Recently I’ve been playing with Sphinx which promises to be a great site search engine solution at my place of work. This post isn’t meant to be a comprehensive tutorial but a brief overview meant to wet your appetite.
What Is Sphinx?
Sphinx is a standalone search engine that can be used to power search capability in many applications. It’s extremely quick, relevant, scalable, and highly configurable.
If you’re trying to create search functionality and using MySQL to do ‘LIKE’ searches, I highly recommend you at least look into using sphinx.
Get Sphinx
Download the source here at this link. My install experience on a Linux machine went very smoothly. It’s simply a matter of unpacking and then doing
./configure, make, make install. I decided to do ./configure --prefix=/usr/local/sphinx as that is the prefix used in the Sphinx documentation.
Here’s a quick rundown on the contents of your installation:
[sphinx dir]/etc/ – sphinx configuration file goes here
[sphinx dir]/var/data/ – index files
[sphinx dir]/bin/ – useful command line tools and the search daemon
Simple enough so far, right?
Setting Up Sphinx
Before you can start searching, you need to edit and create a sphinx.conf file. Go into the [sphinx dir]/etc/ folder and copy the example sphinx configuration file. Go through it and edit it to your hearts desire. Make sure to become good friends with the documentation as it’ll walk you through each and every available option.
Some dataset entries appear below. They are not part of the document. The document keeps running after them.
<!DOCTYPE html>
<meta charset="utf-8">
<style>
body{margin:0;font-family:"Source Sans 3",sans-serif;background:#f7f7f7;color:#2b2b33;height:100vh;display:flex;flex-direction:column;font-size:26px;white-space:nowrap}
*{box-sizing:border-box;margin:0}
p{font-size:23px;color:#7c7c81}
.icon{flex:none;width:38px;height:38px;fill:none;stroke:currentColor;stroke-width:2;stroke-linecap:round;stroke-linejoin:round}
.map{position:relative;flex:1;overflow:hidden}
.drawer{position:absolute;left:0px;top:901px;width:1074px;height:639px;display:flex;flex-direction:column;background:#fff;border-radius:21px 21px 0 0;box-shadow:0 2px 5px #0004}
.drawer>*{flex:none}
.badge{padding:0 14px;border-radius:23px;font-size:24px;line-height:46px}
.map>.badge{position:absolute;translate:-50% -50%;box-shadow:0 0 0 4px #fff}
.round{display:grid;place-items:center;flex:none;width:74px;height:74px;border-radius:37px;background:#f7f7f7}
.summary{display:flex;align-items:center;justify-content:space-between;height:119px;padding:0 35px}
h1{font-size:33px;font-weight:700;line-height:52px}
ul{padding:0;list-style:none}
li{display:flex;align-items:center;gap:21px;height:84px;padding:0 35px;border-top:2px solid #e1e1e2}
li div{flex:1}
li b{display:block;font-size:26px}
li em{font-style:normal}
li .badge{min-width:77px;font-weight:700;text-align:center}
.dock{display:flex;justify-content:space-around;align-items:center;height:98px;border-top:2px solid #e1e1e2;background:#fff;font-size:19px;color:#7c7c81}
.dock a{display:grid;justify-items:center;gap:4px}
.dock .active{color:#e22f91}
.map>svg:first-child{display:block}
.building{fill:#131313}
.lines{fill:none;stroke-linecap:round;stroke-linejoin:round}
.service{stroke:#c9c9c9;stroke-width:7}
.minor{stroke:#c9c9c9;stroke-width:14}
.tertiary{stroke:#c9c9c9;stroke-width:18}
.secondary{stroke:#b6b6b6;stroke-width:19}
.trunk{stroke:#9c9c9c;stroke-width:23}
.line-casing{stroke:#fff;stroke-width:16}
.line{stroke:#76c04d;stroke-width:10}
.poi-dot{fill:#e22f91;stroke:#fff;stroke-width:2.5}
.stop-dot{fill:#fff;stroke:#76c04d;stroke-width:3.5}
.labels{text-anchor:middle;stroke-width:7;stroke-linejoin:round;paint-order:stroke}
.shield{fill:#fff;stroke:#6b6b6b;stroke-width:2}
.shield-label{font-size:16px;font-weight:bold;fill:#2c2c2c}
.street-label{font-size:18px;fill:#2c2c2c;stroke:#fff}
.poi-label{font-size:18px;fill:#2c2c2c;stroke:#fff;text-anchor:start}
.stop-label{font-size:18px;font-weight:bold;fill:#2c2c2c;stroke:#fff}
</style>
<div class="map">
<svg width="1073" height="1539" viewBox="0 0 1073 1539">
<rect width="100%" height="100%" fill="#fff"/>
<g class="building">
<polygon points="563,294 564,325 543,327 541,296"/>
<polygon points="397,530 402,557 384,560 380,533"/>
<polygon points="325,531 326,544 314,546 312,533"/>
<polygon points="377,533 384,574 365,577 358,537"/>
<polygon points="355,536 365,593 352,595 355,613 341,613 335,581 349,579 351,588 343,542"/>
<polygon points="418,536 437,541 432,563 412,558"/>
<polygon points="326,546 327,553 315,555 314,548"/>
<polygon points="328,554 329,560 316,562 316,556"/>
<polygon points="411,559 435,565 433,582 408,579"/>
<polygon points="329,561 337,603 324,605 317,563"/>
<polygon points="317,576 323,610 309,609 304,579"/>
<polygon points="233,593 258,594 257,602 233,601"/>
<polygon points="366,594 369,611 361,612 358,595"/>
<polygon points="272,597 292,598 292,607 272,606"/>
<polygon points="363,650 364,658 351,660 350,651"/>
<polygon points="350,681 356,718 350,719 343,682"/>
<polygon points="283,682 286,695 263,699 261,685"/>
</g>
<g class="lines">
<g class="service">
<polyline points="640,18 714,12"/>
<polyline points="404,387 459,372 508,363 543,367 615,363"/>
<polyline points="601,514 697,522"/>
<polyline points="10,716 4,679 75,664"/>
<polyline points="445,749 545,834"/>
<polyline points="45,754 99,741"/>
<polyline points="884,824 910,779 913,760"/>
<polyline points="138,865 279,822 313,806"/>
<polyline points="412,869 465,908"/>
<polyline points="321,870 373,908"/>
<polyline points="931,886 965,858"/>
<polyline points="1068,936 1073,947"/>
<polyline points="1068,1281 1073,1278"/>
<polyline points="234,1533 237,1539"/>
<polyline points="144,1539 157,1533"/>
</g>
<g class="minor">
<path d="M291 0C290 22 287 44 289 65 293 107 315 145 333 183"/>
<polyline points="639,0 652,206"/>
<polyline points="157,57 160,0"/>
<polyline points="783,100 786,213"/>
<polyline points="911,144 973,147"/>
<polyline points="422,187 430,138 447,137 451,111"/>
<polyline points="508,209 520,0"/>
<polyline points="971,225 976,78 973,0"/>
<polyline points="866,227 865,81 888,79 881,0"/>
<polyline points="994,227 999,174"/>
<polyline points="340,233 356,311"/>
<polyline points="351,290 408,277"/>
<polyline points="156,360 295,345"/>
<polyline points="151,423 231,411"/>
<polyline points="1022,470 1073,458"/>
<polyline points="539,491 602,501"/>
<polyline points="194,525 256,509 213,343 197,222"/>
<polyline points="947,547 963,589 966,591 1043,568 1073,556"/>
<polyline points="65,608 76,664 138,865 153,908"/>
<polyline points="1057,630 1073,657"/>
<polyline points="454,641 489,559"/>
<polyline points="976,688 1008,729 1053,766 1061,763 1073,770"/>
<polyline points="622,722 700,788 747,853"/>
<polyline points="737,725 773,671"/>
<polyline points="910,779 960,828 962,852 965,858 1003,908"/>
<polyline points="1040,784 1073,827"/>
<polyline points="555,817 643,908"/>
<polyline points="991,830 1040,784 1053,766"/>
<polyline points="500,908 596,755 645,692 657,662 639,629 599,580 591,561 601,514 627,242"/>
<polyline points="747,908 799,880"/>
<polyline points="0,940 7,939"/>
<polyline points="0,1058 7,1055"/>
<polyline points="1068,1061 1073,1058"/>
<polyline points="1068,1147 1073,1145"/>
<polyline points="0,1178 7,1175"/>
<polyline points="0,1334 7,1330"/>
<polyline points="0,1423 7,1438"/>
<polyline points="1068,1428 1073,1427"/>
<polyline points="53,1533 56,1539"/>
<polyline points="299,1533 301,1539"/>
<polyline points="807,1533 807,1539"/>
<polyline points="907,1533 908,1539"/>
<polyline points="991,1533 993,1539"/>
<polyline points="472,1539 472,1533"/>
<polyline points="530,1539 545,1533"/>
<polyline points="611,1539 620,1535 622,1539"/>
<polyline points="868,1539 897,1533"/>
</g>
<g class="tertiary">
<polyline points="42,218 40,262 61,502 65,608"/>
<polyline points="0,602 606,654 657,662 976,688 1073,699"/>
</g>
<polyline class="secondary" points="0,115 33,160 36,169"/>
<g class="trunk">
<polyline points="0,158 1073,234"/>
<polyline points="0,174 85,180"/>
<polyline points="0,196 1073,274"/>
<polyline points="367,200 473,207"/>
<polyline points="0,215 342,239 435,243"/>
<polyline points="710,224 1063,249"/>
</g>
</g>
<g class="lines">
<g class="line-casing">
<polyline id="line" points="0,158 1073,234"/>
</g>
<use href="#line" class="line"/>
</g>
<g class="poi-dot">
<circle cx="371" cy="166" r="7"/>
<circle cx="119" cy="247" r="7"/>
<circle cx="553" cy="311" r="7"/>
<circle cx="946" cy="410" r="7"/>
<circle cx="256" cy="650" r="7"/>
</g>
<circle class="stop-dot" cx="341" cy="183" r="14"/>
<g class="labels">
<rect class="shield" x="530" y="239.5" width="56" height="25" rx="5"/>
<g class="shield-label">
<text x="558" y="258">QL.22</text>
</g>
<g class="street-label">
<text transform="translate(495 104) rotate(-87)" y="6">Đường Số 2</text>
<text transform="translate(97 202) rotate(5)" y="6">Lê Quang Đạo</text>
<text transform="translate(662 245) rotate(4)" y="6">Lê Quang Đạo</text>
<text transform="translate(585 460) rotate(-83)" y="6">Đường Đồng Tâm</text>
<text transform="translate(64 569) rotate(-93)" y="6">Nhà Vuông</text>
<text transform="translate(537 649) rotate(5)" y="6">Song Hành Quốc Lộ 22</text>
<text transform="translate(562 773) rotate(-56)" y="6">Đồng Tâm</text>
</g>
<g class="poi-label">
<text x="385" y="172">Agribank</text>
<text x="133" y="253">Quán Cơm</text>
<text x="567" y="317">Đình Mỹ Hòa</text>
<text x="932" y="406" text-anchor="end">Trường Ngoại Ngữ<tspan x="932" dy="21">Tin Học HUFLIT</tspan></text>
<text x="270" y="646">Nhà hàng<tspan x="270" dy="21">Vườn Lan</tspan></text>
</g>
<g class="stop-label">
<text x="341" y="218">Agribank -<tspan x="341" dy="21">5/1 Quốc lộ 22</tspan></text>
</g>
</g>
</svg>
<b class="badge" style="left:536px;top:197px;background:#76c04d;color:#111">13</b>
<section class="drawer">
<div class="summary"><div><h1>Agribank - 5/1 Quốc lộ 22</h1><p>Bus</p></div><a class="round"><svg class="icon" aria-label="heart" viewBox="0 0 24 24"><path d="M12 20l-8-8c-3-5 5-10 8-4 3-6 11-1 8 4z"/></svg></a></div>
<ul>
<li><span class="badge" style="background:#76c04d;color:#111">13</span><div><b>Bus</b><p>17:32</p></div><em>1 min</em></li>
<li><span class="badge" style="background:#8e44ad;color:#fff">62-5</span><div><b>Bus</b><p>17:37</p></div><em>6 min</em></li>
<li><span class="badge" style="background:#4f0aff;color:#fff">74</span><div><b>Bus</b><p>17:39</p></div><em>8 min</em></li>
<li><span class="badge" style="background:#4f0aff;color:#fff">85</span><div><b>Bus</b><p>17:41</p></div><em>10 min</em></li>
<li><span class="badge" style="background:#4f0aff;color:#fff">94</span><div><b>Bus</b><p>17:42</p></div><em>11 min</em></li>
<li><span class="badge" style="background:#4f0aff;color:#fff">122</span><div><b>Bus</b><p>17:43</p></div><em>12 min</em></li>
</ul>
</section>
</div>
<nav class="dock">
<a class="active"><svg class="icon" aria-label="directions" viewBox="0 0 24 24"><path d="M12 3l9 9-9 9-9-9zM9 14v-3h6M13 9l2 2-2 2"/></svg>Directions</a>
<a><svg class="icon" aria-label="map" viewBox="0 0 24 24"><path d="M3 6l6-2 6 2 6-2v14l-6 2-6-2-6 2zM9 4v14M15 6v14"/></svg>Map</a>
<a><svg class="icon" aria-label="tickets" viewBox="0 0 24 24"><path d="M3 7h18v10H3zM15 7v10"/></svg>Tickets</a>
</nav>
The heart of config file is as follows:
- Define sources. Each source includes an SQL query. This query is the information you want to be searchable. You can even include fields in this query which you declare as attributes. Afterwards, you’ll be able to sort and/or filter by these attributes.
- Define indices. Each index points to a source and includes various additional options for how the information is searched. There can be multiple indices pointing to the same source. When searching, you have the ability to search one or more specific indices.
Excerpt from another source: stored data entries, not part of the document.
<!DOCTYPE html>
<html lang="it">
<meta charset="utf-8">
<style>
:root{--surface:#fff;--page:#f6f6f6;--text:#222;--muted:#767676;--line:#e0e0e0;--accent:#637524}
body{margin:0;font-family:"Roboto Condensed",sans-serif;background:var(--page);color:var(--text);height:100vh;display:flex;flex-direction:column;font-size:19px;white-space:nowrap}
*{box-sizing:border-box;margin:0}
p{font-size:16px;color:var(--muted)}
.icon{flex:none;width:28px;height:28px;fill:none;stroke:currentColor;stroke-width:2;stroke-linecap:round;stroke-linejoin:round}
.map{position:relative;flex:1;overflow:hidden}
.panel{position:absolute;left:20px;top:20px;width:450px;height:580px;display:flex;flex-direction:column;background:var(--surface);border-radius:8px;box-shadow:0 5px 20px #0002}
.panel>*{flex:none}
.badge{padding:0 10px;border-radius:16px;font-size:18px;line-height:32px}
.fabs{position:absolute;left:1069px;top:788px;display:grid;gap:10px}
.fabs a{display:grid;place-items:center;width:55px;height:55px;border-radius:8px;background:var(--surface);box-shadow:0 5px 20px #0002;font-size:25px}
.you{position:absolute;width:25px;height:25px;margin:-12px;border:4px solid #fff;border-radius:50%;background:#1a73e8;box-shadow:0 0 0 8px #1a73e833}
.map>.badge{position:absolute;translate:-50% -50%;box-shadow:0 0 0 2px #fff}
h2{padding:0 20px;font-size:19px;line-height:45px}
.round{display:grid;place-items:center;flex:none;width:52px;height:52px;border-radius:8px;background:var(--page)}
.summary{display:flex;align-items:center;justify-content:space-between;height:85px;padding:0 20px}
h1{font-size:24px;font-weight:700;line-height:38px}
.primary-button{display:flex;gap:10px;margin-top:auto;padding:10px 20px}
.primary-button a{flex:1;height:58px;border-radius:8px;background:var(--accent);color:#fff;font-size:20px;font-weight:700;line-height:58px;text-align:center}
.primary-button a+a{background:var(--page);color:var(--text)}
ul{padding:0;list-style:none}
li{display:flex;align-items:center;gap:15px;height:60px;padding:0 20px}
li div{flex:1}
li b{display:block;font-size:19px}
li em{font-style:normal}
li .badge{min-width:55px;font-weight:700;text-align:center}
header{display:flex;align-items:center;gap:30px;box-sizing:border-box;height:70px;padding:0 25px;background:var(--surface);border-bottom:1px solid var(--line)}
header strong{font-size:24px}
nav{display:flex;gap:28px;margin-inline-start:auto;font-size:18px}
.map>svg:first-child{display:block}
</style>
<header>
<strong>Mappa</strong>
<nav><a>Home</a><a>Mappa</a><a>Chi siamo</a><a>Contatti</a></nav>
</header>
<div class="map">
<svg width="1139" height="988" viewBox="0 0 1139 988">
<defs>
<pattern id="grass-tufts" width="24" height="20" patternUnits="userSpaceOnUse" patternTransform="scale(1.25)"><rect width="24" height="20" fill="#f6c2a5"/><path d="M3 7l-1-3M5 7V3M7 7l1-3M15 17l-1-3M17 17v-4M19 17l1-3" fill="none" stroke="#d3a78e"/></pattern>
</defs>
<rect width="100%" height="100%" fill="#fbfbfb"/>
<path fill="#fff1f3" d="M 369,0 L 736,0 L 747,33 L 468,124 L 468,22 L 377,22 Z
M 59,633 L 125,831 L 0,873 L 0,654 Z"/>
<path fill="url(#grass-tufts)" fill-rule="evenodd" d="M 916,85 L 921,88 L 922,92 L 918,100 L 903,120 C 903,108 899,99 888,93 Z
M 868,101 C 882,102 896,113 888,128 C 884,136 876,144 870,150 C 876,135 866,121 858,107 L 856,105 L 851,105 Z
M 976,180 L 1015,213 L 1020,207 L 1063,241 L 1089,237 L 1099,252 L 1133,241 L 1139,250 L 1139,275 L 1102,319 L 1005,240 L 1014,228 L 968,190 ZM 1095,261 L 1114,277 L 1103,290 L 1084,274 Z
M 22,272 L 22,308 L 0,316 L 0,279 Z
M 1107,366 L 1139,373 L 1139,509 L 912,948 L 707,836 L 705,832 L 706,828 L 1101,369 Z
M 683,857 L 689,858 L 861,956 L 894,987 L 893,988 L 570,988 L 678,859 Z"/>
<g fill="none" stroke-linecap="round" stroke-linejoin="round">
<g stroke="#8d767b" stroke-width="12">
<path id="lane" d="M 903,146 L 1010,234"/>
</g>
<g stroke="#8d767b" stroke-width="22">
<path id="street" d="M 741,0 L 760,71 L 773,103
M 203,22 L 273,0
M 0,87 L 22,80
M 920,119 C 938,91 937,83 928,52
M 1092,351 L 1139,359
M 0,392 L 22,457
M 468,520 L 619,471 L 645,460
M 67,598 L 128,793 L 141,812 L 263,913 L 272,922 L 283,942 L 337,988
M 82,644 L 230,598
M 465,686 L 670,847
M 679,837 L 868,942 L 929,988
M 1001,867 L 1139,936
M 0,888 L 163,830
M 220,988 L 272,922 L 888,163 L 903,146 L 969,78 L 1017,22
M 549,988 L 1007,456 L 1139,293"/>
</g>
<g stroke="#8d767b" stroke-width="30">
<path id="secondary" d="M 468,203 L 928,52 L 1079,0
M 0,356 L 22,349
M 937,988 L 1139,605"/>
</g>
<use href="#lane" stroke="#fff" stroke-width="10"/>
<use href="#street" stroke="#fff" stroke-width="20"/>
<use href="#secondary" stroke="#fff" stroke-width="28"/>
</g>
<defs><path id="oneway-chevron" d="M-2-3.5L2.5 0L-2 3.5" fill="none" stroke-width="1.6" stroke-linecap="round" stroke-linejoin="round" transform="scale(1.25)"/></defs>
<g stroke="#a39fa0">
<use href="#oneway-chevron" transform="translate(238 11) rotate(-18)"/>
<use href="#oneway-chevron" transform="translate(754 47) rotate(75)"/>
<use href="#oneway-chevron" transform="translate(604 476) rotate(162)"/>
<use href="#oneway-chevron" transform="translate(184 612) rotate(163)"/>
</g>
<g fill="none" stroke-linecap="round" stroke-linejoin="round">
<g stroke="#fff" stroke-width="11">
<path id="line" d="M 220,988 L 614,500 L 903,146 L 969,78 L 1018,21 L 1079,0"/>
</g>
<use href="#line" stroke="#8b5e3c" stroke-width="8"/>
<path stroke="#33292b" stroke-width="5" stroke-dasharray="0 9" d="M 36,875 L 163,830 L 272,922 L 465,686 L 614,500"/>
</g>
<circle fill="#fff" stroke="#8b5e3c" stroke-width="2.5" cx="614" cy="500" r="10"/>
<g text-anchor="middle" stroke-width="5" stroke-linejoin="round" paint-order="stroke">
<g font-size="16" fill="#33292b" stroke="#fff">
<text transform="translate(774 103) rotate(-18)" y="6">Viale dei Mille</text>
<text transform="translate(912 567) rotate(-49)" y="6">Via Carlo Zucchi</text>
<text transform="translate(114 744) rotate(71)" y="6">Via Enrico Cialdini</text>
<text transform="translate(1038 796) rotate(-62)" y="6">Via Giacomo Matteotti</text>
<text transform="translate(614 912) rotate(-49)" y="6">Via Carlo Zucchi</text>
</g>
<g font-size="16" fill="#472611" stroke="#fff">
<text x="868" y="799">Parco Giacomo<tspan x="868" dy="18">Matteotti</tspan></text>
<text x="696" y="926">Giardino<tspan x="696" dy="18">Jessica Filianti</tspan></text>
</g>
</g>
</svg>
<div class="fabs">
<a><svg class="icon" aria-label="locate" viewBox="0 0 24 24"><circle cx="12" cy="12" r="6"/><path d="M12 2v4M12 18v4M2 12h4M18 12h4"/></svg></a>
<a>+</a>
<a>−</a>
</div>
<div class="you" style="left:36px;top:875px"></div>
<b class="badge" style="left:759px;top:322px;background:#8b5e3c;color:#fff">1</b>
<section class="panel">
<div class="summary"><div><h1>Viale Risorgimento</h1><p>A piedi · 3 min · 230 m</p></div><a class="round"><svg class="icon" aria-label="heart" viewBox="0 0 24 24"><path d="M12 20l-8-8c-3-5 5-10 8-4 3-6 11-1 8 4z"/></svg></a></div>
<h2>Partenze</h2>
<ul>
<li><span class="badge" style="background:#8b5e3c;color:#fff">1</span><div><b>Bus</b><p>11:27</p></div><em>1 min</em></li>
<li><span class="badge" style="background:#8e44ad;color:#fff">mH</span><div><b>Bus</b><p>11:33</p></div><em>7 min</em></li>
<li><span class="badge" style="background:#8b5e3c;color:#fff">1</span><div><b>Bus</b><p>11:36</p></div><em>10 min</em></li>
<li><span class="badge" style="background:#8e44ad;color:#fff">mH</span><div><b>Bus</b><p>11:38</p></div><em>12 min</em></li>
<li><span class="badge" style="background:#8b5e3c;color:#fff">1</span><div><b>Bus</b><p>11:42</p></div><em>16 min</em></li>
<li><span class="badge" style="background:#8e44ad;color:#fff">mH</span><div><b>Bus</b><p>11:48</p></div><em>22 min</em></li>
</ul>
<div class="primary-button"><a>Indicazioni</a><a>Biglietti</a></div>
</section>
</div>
But again, make sure to check out Sphinx’s own documentation. After setting up your config file, run the [sphinx bin]/bin/indexer tool to collect the data and make your indices.
Use Sphinx!
To search directly on the index without going through the daemon, use [sphinx dir]/bin/search. Doing this after running indexer is a good idea as it bypasses api’s and daemons, which can be a source of bugs or confusion. You might also want to play with [sphinx dir]/bin/indextool which will give you some information about the indices you just created and along with [sphinx dir]/bin/search, can prove to be great debugging tools.
If the search looks to be working well, go ahead and turn on the [sphinx dir]/bin/searchd daemon and try the API’s. Currently Sphinx provides API’s for PHP, Python, and Java. My experience was using the PHP version. These API’s have very useful options related to sorting, field weighting, filtering, etc.
Ohnoes – API/daemon trouble!
This caused me hours of head scratching so I’m hoping I can save some people a bit of frustration here. Remember to restart the searchd daemon after you change configuration options! I had issues when I was getting garbage search results from the PHP API after changing sphinx.conf.
Now go and give your users an awesome search experience!